L’ouvrage des deux compères norvégiens est divisé en pas mal de chapitres qui font
avancer l’analyse en permettant de multiples ramifications, notamment l’univers de Robert
Wyatt à la fois rattaché de loin à la galaxie de Canterbury (Hatfield and the North), tout en
s’en détachant avec discernement, ou en piochant dans les marges du mouvement (Henry
Cow), et en poursuivant les correspondances entre les musiciens sus nommés avec les
invités de l’album : Laurie Allen aux drums, Gary Windo à la clarinette, Fred Frith viola et
Mongezi Feza à la trompette, ainsi que la relative importance de Virgin Records à l’époque,
même si le grand patron de ce label se moquait éperdument du côté musical de son affaire.

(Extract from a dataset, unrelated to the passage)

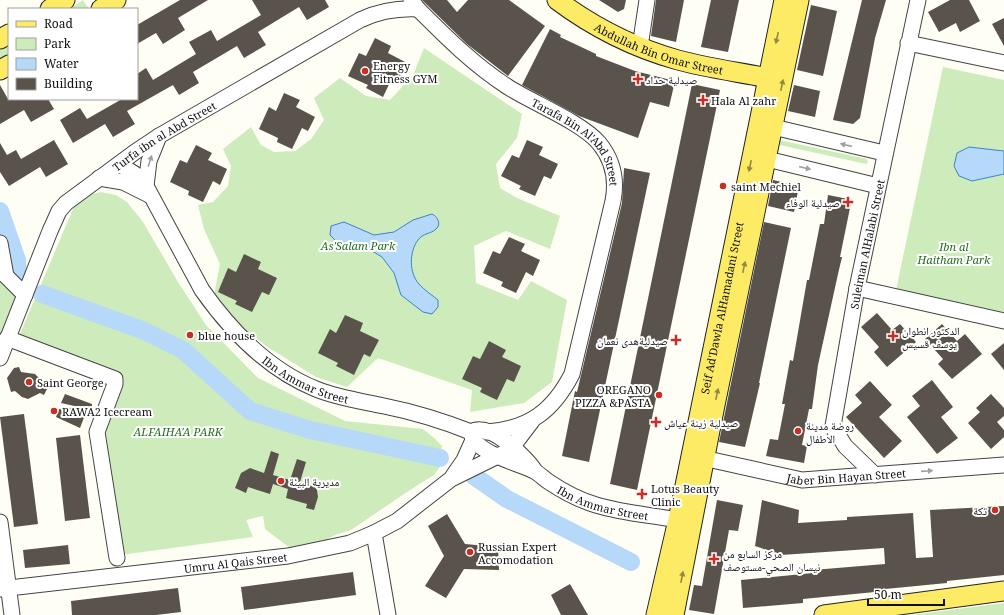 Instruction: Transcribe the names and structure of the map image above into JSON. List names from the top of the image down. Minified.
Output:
{"streets":{"main road":["Abdullah Bin Omar Street","Seif Ad'Dawla AlHamadani Street"],"street":["Turfa ibn al Abd Street","Tarafa Bin Al'Abd Street","Suleiman AlHalabi Street","Ibn Ammar Street","Jaber Bin Hayan Street","Umru Al Qais Street"]},"crossings":[["Abdullah Bin Omar Street","Seif Ad'Dawla AlHamadani Street"],["Turfa ibn al Abd Street","Tarafa Bin Al'Abd Street"],["Turfa ibn al Abd Street","Ibn Ammar Street"],["Suleiman AlHalabi Street","Jaber Bin Hayan Street"],["Seif Ad'Dawla AlHamadani Street","Ibn Ammar Street"],["Seif Ad'Dawla AlHamadani Street","Jaber Bin Hayan Street"],["Ibn Ammar Street","Umru Al Qais Street"]],"one_way":["Jaber Bin Hayan Street"],"parks":["As'Salam Park","Ibn al Haitham Park","ALFAIHA'A PARK"],"places":{"other":["Energy Fitness GYM","saint Mechiel","blue house","Saint George","OREGANO PIZZA &PASTA","RAWA2 Icecream","روضة مدينة الأطفال","مديرية البيئة","تكة","Russian Expert Accomodation"],"health":["صيدلية حداد","Hala Al zahr","صيدلية الوفاء","الدكتور انطوان يوسف قسيس","صيدليةهدى نعمان","صيدلية زينة عياش","Lotus Beauty Clinic","مركز السابع من نيسان الصحي-مستوصف"]},"legend":["Road","Park","Water","Building"],"scale_bar":"50 m"} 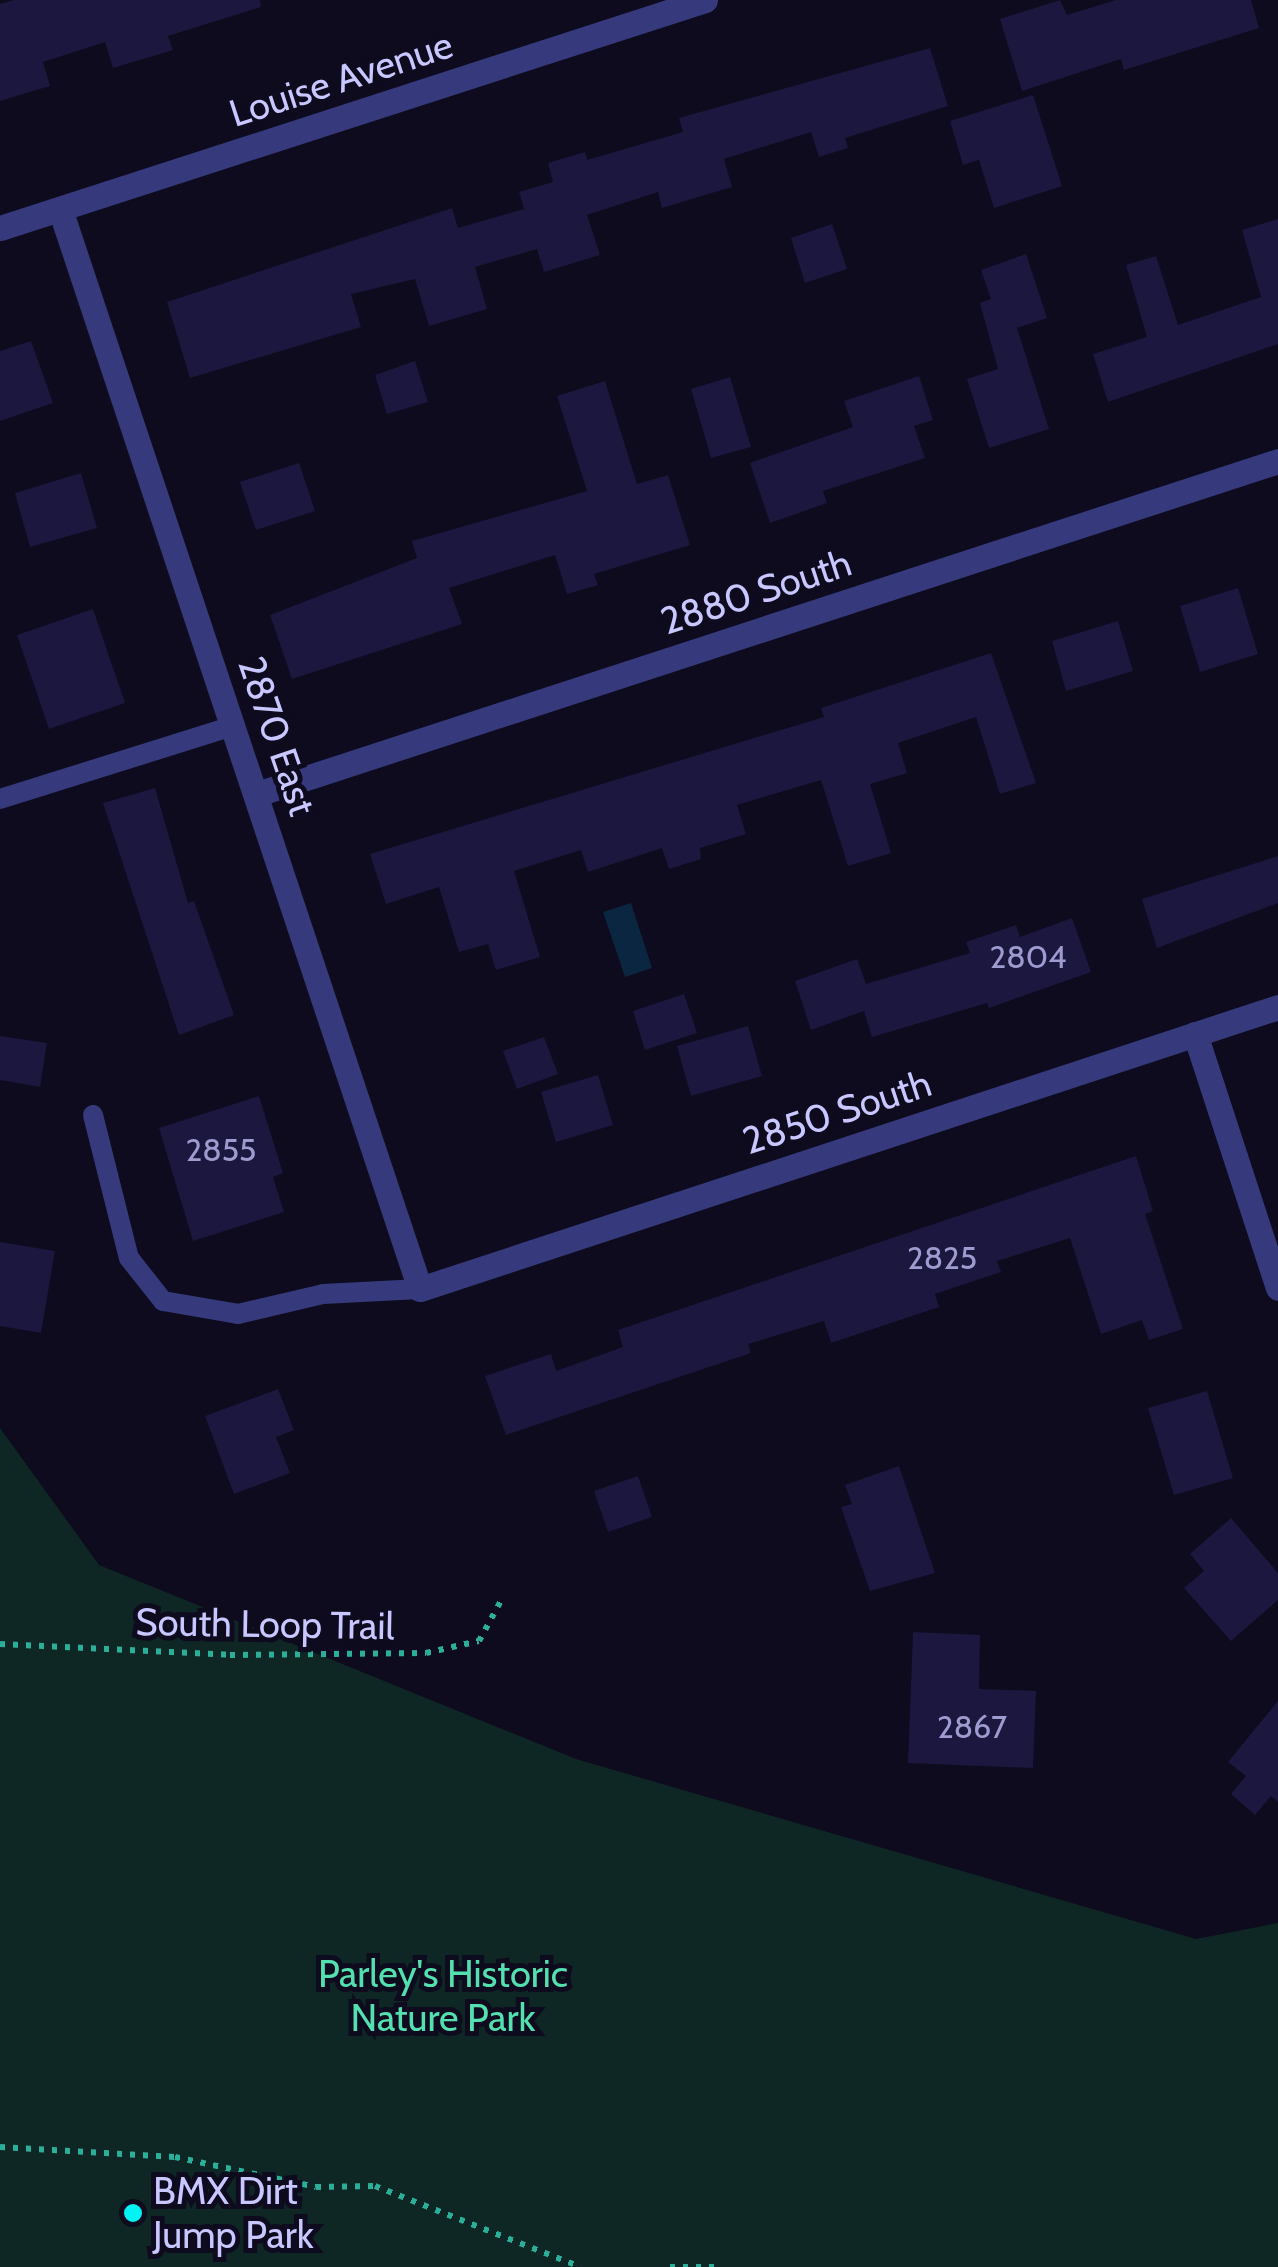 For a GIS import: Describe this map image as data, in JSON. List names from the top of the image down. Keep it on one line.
{"streets":{"street":["Louise Avenue","2880 South","2870 East","2850 South"],"path":["South Loop Trail"]},"crossings":[["Louise Avenue","2870 East"],["2880 South","2870 East"],["2870 East","2850 South"]],"parks":["Parley's Historic Nature Park"],"places":["BMX Dirt Jump Park"],"house_numbers":["2804","2855","2825","2867"]} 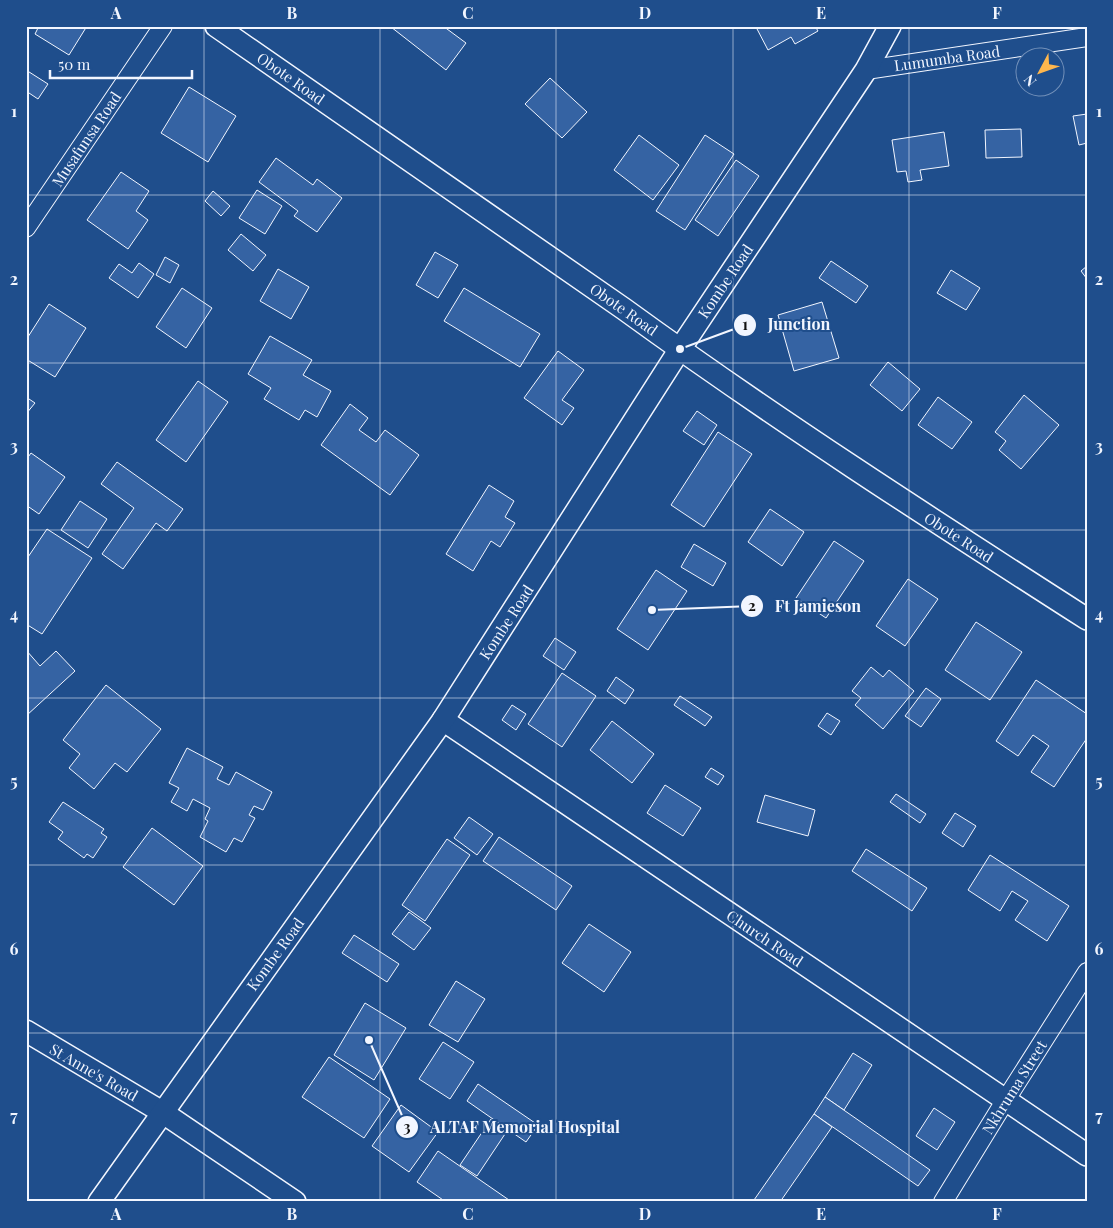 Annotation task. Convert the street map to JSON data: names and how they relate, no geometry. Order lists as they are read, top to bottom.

On passe rapidement à l’exercice de fond à savoir l’analyse morceau par morceau et par
ordre (face A face B) des six titres de l’album, sans oublier l’architecture de ceux-ci dans
l’ensemble puisque Rock Bottom est tout sauf un assemblage de chansons mises bout à
bout (on peut parler ici de multi-concept album), les auteurs de l’ouvrage ne négligeant
aucune piste, depuis l’influence des musiciens sud-africains auprès de Wyatt, jusqu’aux
apports de la poésie chantée/récitée, inclassifiable d’Ivor Cutler, les savoureux mélanges
des soupirs de Robert à Alfie, bien aimée et indispensable (qualifiée malicieusement à la
fois de garde-manger (larder) et de diner (mégère et amante !), partly fish, partly porpoise (marsoin ce qui est pas vraiment flatteur !).., et de sirène complice et mystérieuse (c’est un
peu mieux), sous-marine et enfantine, mi vierge, mi sorcière, pardonnant tout mais pas
oublieuse des excès de son gaillard de mari) qui avoue ses «petits péchés » en partant dans
les aigus emplis de claviers à la fin de Last Sraw sur un We’re not Alone terrassant.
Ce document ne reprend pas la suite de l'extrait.